-- Prompt --
Answer with one number only: the count of lines below that hold the word "drop".

___ Information provided

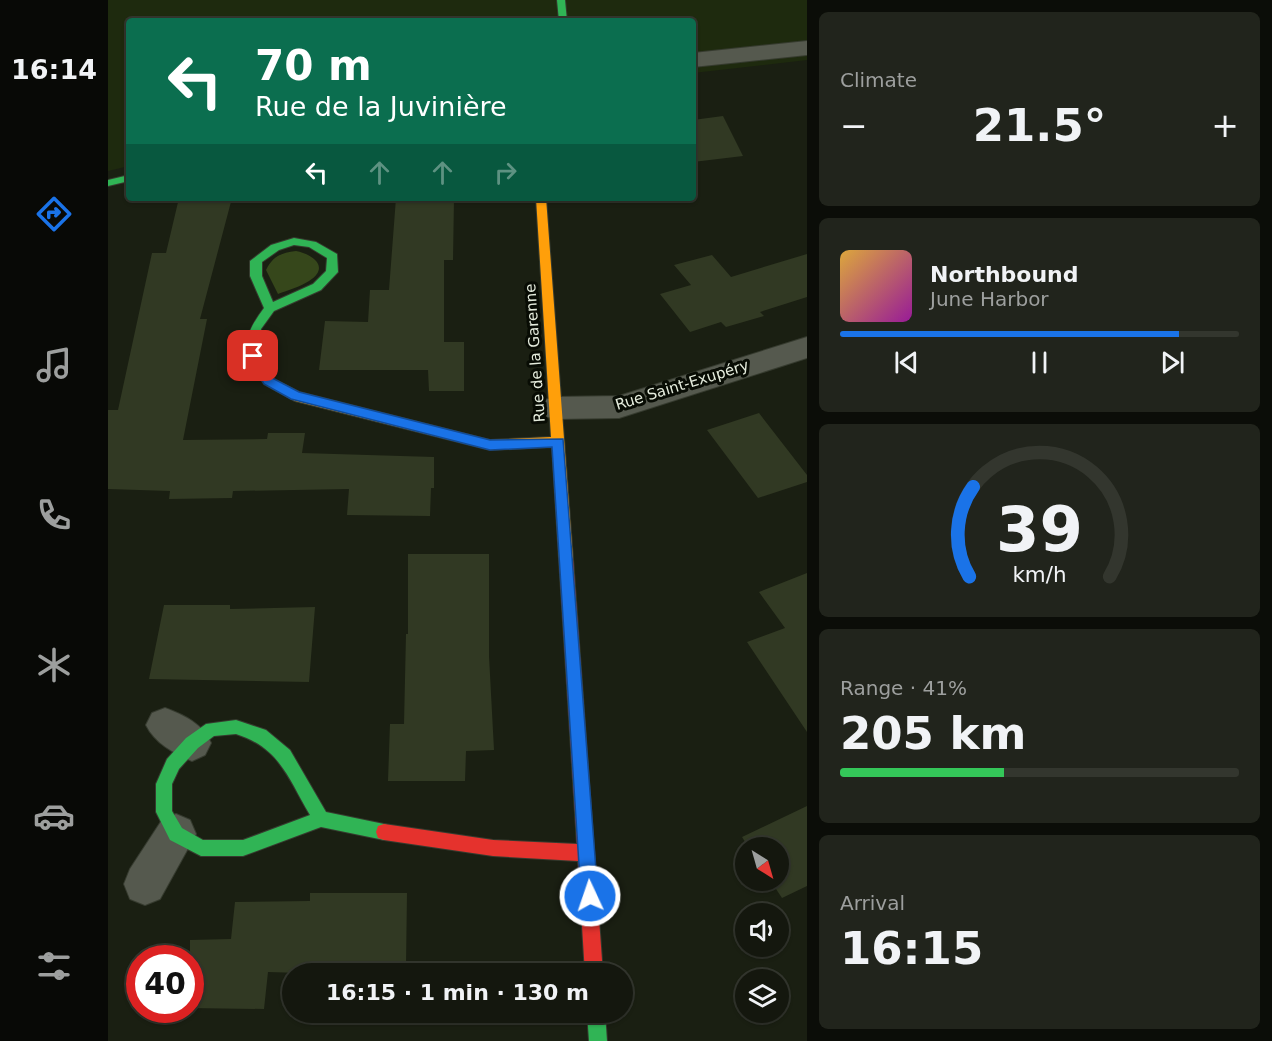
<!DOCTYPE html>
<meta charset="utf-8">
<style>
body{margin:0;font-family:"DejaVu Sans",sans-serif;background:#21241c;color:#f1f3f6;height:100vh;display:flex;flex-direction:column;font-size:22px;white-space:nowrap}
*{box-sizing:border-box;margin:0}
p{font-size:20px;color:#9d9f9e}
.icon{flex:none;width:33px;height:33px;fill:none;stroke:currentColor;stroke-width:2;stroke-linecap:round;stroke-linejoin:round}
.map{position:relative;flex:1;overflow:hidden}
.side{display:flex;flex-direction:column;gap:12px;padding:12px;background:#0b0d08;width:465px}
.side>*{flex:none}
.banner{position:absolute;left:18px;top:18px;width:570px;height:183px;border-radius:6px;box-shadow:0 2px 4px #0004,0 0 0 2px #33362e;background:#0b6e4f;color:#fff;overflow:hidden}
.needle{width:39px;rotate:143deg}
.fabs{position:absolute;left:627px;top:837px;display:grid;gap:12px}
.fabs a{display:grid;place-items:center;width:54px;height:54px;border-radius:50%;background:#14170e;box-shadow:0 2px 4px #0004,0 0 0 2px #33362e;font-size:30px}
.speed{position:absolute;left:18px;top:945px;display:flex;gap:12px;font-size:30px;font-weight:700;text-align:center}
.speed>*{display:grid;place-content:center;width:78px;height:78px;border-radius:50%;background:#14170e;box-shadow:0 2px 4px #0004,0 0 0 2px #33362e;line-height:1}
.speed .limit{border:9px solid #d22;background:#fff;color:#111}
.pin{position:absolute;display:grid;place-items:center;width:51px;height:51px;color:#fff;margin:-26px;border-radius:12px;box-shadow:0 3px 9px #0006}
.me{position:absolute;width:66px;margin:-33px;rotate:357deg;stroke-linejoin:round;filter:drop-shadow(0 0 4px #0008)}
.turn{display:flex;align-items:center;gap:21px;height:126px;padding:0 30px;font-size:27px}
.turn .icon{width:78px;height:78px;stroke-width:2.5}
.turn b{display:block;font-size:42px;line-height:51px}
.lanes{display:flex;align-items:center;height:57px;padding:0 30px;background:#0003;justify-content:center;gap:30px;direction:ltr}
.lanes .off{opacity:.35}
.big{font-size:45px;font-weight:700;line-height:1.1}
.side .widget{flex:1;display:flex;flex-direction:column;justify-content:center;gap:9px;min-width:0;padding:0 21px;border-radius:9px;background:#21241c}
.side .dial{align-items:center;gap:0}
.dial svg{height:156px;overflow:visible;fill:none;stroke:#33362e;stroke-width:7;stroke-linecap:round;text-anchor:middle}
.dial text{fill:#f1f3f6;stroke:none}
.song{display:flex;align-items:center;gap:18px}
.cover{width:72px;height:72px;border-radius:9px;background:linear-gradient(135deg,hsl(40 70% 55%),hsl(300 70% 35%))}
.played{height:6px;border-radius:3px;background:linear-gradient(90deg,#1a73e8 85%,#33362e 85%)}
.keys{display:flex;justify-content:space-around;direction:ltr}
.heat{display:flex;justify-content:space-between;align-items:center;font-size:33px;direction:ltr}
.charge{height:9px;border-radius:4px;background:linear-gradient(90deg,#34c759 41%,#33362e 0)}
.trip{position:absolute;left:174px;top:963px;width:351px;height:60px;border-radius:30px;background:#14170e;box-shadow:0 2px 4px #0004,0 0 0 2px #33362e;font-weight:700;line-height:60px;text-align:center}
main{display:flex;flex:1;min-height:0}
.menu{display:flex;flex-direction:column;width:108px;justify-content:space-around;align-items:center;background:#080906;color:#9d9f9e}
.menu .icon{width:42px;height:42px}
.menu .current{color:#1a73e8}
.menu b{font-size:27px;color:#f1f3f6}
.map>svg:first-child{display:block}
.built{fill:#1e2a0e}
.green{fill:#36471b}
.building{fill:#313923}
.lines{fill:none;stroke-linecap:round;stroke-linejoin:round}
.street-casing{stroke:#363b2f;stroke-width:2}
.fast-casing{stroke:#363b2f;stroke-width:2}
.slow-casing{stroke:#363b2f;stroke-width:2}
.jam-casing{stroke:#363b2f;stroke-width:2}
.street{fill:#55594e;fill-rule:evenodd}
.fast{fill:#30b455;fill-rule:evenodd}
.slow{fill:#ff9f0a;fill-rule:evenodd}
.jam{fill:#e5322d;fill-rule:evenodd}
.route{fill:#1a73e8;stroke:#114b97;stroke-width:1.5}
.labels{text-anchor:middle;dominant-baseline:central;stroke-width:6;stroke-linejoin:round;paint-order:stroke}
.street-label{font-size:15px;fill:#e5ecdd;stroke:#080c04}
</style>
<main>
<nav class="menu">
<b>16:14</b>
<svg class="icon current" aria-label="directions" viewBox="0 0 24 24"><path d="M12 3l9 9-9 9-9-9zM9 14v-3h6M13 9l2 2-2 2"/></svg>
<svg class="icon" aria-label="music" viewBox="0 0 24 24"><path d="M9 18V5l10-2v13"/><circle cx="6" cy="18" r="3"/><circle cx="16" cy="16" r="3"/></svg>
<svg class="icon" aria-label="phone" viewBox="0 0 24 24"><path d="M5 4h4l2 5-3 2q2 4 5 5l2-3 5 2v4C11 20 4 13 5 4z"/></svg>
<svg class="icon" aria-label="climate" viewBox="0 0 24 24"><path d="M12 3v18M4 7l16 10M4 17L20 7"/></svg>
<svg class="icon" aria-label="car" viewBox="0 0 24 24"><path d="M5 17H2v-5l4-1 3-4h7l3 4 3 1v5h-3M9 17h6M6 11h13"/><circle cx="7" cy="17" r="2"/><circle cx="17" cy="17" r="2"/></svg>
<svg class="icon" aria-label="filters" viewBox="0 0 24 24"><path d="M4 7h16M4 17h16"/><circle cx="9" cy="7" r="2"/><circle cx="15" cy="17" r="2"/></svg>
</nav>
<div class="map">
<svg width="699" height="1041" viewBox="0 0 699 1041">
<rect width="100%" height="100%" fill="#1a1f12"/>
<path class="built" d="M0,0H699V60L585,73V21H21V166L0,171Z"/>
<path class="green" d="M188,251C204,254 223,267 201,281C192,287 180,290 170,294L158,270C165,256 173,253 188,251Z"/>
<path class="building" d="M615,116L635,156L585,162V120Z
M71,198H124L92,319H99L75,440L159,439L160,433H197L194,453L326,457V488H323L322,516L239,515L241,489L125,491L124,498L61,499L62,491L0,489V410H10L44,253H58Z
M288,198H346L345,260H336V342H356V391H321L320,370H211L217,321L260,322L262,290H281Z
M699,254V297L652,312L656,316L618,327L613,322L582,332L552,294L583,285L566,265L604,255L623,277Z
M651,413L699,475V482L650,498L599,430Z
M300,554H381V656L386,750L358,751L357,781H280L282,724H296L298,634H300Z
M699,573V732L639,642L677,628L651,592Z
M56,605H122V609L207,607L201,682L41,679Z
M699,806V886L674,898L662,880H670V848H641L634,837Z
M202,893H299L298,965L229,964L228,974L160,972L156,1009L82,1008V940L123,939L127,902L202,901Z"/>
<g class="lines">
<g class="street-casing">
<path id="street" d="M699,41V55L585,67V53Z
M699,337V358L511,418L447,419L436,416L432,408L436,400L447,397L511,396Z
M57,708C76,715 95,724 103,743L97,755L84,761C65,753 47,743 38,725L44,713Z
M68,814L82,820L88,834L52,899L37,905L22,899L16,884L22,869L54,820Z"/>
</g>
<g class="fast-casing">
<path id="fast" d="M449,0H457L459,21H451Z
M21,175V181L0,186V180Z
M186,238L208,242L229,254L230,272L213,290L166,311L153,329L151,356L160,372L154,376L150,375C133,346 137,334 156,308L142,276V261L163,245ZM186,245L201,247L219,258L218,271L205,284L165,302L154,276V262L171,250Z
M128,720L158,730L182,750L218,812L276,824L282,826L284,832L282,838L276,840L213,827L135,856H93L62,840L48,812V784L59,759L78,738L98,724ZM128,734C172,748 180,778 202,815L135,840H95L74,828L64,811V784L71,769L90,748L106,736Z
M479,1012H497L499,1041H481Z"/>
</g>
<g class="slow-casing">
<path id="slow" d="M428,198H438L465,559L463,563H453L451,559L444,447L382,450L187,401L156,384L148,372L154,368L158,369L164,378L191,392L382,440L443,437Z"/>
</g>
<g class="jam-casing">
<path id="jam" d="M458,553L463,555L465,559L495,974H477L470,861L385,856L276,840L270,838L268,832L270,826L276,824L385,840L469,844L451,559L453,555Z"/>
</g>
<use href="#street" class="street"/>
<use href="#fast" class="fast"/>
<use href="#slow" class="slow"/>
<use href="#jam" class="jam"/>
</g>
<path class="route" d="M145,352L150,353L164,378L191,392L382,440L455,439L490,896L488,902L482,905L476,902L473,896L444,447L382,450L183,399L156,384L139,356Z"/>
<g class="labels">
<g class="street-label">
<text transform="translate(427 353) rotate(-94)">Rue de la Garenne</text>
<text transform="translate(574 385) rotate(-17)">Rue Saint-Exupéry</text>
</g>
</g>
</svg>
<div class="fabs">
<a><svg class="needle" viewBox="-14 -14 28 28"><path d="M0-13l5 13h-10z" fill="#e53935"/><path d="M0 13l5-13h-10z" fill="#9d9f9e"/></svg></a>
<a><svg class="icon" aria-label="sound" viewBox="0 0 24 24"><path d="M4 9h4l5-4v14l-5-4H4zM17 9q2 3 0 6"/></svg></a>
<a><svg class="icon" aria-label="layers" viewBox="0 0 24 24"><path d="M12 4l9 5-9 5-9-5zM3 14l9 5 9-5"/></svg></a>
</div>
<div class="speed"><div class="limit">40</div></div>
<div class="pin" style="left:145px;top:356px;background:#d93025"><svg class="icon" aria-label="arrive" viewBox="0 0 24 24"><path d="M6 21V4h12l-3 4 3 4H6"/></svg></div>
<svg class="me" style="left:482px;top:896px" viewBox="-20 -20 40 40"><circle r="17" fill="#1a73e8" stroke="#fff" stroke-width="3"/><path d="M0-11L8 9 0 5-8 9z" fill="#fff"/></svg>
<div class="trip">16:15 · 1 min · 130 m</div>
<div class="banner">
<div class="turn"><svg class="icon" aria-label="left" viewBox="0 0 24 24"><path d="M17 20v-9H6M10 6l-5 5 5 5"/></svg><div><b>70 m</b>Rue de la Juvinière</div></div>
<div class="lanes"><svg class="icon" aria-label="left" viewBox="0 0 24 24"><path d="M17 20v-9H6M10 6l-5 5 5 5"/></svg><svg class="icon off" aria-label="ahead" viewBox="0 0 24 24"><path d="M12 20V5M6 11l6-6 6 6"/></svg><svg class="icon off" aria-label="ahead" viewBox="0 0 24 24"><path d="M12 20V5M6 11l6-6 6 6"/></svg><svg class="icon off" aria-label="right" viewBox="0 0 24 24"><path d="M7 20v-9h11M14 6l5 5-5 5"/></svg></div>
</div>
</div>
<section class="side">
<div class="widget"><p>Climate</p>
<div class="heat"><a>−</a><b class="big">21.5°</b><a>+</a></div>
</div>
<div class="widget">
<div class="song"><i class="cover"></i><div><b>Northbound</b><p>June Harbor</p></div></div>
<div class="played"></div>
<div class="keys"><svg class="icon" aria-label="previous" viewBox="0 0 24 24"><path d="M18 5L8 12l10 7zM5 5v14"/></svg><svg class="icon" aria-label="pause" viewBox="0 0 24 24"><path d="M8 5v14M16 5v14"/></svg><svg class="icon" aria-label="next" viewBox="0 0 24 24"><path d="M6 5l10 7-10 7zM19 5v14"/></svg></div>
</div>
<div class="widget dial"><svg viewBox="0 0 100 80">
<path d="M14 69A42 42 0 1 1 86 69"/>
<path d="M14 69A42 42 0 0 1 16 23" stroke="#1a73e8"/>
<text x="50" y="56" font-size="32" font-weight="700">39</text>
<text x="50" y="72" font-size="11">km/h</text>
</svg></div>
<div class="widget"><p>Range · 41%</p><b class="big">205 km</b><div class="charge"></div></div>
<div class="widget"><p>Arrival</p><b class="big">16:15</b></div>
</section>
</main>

______
___ Information provided

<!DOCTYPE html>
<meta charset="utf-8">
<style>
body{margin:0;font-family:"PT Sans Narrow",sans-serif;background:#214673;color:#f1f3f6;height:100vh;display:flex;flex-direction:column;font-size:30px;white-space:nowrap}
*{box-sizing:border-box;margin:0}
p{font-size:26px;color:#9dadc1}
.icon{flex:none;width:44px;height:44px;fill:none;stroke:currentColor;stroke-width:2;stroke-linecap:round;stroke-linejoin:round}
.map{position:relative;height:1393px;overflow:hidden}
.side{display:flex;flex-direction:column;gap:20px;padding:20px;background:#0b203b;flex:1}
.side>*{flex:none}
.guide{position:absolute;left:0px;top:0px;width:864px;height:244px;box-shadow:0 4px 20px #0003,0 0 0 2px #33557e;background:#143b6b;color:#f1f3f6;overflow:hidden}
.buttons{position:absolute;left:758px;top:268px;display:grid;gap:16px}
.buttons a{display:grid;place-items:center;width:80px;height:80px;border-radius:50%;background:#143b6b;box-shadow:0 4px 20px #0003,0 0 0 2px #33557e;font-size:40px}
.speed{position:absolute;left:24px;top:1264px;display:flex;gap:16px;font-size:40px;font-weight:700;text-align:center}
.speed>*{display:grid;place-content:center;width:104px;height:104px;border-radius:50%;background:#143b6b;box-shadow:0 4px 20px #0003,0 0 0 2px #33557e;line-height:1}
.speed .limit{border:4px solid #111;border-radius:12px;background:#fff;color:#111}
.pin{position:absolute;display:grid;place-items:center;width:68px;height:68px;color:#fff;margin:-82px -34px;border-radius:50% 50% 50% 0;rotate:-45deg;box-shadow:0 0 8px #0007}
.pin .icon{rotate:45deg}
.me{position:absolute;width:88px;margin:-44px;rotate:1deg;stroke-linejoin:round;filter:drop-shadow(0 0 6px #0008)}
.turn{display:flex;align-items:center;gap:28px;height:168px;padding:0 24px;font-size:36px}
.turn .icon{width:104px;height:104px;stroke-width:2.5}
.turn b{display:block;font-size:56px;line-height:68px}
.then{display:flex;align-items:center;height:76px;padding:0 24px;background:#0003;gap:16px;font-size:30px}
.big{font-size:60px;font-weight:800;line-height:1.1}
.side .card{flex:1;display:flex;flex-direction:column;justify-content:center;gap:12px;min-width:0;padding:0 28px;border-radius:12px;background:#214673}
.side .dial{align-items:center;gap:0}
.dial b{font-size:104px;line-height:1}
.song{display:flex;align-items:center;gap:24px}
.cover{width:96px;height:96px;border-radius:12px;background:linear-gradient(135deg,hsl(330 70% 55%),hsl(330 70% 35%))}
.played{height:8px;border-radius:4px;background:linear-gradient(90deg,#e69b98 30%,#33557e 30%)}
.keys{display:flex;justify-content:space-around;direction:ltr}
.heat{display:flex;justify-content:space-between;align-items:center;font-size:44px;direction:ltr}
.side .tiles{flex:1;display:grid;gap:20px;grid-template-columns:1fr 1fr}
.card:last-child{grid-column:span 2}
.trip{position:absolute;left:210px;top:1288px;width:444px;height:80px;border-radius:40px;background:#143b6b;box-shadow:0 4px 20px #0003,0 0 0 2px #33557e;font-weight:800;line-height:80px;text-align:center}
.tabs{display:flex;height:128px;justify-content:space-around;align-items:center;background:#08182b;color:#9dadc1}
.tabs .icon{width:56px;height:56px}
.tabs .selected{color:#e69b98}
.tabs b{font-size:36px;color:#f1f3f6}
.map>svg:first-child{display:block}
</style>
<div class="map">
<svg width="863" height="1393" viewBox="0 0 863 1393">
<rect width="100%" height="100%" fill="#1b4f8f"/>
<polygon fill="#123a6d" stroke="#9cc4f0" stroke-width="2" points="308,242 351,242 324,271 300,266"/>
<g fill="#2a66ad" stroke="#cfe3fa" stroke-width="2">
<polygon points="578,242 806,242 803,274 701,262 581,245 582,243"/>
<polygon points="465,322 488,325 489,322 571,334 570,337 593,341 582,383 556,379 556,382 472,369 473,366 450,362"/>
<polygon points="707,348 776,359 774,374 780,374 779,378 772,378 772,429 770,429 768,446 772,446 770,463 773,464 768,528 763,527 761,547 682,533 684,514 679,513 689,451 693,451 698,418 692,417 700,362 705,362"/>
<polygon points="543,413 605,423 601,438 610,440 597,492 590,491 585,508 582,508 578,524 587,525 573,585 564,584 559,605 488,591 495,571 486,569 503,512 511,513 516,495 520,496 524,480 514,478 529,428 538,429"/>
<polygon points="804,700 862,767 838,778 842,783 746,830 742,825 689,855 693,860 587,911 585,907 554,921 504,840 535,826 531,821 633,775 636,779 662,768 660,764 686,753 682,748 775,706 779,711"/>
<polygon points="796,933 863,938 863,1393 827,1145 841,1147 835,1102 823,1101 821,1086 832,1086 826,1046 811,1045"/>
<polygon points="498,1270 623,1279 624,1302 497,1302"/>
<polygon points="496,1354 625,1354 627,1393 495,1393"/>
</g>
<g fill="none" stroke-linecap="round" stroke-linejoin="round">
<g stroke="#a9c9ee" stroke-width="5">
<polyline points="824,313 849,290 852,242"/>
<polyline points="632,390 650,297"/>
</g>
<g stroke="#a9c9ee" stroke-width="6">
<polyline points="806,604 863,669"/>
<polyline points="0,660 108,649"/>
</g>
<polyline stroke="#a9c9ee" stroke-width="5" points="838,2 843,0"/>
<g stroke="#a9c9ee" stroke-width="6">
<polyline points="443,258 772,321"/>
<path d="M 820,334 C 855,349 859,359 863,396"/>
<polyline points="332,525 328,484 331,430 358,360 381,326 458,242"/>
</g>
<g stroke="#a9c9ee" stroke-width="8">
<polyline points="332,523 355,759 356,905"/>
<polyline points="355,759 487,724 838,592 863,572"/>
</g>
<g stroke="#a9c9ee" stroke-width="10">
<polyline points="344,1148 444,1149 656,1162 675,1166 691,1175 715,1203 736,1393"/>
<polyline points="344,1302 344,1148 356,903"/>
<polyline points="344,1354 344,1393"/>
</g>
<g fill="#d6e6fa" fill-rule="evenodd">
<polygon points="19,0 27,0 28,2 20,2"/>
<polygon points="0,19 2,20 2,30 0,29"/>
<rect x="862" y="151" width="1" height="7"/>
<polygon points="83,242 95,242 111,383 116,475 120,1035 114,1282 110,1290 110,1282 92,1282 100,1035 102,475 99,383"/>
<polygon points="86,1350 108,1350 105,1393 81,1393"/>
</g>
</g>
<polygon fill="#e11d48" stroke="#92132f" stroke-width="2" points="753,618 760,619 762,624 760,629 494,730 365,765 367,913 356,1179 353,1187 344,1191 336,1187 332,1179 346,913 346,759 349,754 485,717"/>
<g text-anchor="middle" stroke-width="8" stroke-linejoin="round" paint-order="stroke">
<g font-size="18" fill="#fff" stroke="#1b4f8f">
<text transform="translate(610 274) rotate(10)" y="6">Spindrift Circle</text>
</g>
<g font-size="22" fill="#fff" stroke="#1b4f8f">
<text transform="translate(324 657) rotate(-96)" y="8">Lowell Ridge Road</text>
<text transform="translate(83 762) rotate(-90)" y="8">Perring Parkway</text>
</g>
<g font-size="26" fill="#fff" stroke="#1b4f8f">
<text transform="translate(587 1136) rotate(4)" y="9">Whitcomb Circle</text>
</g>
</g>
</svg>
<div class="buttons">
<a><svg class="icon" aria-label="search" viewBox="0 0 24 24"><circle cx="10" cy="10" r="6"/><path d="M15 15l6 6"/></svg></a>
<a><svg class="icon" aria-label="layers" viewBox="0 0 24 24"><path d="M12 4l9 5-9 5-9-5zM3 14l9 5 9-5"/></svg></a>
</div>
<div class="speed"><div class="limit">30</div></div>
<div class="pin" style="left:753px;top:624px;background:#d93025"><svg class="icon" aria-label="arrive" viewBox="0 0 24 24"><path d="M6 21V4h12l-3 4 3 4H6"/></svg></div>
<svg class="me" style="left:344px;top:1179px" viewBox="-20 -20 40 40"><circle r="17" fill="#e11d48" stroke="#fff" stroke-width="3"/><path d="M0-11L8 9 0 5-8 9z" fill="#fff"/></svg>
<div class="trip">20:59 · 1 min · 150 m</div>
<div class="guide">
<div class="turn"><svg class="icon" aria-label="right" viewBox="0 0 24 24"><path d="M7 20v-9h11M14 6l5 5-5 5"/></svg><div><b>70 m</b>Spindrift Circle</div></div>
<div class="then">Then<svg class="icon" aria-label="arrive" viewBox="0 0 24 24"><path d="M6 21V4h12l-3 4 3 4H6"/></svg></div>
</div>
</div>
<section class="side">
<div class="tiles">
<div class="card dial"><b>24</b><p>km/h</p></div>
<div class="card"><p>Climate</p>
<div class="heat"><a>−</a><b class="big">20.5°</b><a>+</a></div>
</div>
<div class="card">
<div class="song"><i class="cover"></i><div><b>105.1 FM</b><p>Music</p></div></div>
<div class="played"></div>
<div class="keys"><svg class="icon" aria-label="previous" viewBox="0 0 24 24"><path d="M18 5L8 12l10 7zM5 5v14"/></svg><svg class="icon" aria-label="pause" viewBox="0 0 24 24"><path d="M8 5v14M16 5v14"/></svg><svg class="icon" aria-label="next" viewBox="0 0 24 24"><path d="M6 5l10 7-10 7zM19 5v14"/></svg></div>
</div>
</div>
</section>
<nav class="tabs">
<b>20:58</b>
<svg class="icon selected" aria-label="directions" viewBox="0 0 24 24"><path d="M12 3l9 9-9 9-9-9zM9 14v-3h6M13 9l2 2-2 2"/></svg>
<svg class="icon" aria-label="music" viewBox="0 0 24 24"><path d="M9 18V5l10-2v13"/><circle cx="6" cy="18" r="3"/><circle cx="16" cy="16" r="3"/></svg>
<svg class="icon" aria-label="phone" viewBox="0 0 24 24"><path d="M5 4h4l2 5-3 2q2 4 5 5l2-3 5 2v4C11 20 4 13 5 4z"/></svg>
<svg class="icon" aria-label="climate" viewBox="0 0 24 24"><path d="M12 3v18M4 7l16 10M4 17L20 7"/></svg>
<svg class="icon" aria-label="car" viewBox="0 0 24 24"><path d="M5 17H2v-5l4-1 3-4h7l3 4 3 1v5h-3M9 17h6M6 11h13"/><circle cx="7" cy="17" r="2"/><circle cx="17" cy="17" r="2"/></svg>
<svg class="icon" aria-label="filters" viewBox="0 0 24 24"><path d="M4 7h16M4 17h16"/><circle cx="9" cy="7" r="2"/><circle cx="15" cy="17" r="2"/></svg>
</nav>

______

-- Response to the exercise --
2